§ **Work to be completed**
Below are the records. List every line holding the word "Berlioz".

======== Source material

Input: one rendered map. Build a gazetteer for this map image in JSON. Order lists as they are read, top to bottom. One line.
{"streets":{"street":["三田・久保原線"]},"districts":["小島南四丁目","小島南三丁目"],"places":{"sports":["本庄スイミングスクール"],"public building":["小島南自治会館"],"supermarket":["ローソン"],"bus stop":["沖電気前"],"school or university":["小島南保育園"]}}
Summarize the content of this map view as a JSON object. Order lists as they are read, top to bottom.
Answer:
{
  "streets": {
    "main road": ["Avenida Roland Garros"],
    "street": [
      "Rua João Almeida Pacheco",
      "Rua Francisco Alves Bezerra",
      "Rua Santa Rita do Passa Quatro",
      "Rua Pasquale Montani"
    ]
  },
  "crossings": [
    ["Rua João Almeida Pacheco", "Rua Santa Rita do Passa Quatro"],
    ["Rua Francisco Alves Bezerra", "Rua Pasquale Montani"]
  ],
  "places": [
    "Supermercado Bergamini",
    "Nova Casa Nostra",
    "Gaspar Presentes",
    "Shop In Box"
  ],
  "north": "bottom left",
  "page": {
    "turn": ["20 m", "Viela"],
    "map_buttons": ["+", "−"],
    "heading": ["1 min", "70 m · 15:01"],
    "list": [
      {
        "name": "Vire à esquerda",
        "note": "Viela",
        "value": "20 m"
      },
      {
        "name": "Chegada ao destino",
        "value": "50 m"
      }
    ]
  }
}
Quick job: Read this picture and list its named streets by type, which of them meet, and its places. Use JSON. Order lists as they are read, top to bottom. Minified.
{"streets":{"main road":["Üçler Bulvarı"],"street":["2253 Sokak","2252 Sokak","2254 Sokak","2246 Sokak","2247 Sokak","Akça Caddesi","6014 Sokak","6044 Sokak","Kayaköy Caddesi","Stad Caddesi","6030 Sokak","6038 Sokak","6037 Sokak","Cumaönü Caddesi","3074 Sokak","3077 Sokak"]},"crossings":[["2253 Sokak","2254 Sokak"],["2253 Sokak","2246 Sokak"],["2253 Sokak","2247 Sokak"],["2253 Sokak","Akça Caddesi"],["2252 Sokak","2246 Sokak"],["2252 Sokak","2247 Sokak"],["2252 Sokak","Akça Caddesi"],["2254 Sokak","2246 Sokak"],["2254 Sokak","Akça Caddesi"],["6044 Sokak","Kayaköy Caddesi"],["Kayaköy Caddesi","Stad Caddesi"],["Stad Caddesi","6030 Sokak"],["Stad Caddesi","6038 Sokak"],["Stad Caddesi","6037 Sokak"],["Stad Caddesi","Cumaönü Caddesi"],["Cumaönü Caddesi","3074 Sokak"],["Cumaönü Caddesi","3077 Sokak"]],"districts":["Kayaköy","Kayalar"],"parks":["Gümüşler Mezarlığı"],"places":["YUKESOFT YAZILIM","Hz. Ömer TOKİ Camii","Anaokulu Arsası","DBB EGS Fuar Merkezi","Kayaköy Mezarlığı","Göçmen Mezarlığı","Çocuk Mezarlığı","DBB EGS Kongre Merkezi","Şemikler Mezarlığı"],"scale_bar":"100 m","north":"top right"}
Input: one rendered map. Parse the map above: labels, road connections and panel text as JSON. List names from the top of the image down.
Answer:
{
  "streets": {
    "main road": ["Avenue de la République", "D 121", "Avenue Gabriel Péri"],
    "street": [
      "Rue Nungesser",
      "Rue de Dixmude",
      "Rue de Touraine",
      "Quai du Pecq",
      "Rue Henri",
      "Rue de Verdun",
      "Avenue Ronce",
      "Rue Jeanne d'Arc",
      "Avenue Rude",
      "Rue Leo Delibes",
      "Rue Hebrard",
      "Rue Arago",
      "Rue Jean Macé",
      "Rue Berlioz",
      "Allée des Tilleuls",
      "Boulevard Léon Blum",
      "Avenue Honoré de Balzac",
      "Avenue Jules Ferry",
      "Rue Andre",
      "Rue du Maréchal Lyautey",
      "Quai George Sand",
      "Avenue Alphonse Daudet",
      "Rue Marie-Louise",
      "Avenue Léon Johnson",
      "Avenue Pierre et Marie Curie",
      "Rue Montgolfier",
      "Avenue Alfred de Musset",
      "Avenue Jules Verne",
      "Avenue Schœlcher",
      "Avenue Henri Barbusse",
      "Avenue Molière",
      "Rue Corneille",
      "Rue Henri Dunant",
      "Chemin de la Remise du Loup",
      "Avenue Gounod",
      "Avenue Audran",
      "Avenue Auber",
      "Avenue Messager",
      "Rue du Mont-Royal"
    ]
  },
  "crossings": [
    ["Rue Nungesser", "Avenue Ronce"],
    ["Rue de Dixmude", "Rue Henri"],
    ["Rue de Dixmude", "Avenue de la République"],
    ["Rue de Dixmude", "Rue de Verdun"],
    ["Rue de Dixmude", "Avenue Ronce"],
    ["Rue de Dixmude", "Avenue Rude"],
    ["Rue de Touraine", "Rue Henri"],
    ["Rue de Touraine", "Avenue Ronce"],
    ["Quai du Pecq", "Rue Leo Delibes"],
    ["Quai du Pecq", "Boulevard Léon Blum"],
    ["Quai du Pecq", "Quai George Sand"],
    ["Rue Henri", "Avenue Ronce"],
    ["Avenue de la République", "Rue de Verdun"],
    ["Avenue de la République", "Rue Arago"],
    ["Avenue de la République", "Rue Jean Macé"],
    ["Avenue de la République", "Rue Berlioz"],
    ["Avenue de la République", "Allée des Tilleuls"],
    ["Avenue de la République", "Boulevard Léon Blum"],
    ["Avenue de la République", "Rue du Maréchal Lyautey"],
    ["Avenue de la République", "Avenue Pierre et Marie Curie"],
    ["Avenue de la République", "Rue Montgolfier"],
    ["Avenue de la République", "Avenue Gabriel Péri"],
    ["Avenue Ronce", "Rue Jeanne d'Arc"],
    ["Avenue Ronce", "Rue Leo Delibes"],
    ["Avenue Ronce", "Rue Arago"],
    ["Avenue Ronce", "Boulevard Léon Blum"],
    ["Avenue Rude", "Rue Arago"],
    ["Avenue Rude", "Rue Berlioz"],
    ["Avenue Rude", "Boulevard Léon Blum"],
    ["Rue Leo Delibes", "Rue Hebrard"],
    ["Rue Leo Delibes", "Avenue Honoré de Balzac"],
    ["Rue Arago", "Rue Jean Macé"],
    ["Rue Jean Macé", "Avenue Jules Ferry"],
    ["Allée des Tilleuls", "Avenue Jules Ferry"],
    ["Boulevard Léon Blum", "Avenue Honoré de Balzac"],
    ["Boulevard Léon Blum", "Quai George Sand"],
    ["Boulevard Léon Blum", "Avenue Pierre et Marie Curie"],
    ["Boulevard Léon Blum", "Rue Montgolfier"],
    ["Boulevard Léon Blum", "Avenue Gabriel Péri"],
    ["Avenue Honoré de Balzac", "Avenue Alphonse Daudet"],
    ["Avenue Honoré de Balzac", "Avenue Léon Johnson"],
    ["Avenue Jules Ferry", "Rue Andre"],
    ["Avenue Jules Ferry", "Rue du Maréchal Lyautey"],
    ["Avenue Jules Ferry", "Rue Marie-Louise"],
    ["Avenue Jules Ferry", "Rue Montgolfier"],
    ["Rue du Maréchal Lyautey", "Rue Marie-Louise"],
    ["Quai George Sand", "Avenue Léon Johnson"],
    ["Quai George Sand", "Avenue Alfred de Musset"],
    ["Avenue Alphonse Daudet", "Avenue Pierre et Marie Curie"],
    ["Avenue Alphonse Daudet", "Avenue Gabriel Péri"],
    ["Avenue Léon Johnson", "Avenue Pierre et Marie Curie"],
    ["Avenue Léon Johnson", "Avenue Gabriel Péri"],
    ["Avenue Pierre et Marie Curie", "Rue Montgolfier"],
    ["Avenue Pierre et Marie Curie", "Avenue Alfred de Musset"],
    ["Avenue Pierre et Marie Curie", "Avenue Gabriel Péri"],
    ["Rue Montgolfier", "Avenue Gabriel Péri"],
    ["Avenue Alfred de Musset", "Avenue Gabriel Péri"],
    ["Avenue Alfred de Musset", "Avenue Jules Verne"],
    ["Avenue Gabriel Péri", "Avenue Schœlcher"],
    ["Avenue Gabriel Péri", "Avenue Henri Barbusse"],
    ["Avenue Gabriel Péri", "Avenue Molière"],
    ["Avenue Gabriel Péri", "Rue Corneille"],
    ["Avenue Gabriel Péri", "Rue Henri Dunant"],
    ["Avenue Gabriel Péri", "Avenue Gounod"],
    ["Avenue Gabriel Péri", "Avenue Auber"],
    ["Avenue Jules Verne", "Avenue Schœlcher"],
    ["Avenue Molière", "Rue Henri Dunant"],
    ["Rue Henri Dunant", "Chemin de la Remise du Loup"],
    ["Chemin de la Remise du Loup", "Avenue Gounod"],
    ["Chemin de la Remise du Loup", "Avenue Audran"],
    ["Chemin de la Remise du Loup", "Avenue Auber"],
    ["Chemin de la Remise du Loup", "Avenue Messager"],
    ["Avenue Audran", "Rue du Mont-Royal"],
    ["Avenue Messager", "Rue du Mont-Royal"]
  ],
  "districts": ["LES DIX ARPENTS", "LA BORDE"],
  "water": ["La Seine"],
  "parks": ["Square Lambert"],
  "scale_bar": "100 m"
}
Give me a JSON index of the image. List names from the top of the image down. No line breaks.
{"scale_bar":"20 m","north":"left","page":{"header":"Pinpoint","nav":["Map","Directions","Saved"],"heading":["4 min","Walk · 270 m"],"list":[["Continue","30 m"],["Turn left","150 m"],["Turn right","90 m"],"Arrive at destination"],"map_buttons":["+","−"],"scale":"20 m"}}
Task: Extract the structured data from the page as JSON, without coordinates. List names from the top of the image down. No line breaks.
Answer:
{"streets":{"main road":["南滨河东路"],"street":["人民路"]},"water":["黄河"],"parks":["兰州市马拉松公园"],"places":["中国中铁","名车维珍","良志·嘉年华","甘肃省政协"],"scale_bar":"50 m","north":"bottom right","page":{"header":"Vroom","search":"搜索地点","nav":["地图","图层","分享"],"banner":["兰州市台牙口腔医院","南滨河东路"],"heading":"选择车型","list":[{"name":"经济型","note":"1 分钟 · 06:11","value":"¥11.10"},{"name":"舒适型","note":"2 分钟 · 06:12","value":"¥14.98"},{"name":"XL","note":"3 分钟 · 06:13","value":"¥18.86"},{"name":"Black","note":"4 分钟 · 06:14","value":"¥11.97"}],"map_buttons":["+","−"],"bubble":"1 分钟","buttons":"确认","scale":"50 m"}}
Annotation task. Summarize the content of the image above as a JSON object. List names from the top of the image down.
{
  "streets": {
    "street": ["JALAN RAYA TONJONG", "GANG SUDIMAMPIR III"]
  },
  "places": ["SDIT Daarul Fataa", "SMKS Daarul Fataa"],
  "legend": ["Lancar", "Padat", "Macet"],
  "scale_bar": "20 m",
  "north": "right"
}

================

§ **Answer section**
      "Rue Berlioz",
    ["Avenue de la République", "Rue Berlioz"],
    ["Avenue Rude", "Rue Berlioz"],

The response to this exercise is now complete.